Given records -
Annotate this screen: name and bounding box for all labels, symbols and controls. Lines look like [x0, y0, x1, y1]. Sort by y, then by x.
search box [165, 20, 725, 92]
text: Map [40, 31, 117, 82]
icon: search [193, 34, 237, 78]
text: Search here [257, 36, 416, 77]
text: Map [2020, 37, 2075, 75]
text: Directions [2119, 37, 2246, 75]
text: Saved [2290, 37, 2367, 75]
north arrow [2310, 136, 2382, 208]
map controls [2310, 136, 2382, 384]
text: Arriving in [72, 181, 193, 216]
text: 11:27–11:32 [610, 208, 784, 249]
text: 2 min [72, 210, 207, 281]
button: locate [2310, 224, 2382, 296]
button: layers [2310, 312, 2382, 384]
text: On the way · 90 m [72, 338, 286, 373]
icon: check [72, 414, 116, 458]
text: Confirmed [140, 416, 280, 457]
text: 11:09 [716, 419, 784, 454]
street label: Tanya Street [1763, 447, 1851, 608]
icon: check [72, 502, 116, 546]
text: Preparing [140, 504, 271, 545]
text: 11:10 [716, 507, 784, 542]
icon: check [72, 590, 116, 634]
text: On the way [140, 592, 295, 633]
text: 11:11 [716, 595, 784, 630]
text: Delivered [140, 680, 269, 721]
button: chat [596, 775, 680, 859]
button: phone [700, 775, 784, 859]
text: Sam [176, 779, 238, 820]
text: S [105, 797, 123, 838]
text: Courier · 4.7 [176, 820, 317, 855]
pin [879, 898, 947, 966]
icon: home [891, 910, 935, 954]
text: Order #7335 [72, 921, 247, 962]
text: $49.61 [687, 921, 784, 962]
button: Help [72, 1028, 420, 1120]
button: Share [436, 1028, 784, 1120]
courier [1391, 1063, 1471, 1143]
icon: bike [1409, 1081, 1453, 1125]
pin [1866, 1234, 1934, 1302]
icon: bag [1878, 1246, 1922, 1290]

Directions for this task -
The records above need to be duplicated. Keep every word unchanged.

Result below -
Annotate this screen: name and bounding box for all labels, symbols and controls. Lines look like [x0, y0, x1, y1]. Sort by y, then by x.
search box [165, 20, 725, 92]
text: Map [40, 31, 117, 82]
icon: search [193, 34, 237, 78]
text: Search here [257, 36, 416, 77]
text: Map [2020, 37, 2075, 75]
text: Directions [2119, 37, 2246, 75]
text: Saved [2290, 37, 2367, 75]
north arrow [2310, 136, 2382, 208]
map controls [2310, 136, 2382, 384]
text: Arriving in [72, 181, 193, 216]
text: 11:27–11:32 [610, 208, 784, 249]
text: 2 min [72, 210, 207, 281]
button: locate [2310, 224, 2382, 296]
button: layers [2310, 312, 2382, 384]
text: On the way · 90 m [72, 338, 286, 373]
icon: check [72, 414, 116, 458]
text: Confirmed [140, 416, 280, 457]
text: 11:09 [716, 419, 784, 454]
street label: Tanya Street [1763, 447, 1851, 608]
icon: check [72, 502, 116, 546]
text: Preparing [140, 504, 271, 545]
text: 11:10 [716, 507, 784, 542]
icon: check [72, 590, 116, 634]
text: On the way [140, 592, 295, 633]
text: 11:11 [716, 595, 784, 630]
text: Delivered [140, 680, 269, 721]
button: chat [596, 775, 680, 859]
button: phone [700, 775, 784, 859]
text: Sam [176, 779, 238, 820]
text: S [105, 797, 123, 838]
text: Courier · 4.7 [176, 820, 317, 855]
pin [879, 898, 947, 966]
icon: home [891, 910, 935, 954]
text: Order #7335 [72, 921, 247, 962]
text: $49.61 [687, 921, 784, 962]
button: Help [72, 1028, 420, 1120]
button: Share [436, 1028, 784, 1120]
courier [1391, 1063, 1471, 1143]
icon: bike [1409, 1081, 1453, 1125]
pin [1866, 1234, 1934, 1302]
icon: bag [1878, 1246, 1922, 1290]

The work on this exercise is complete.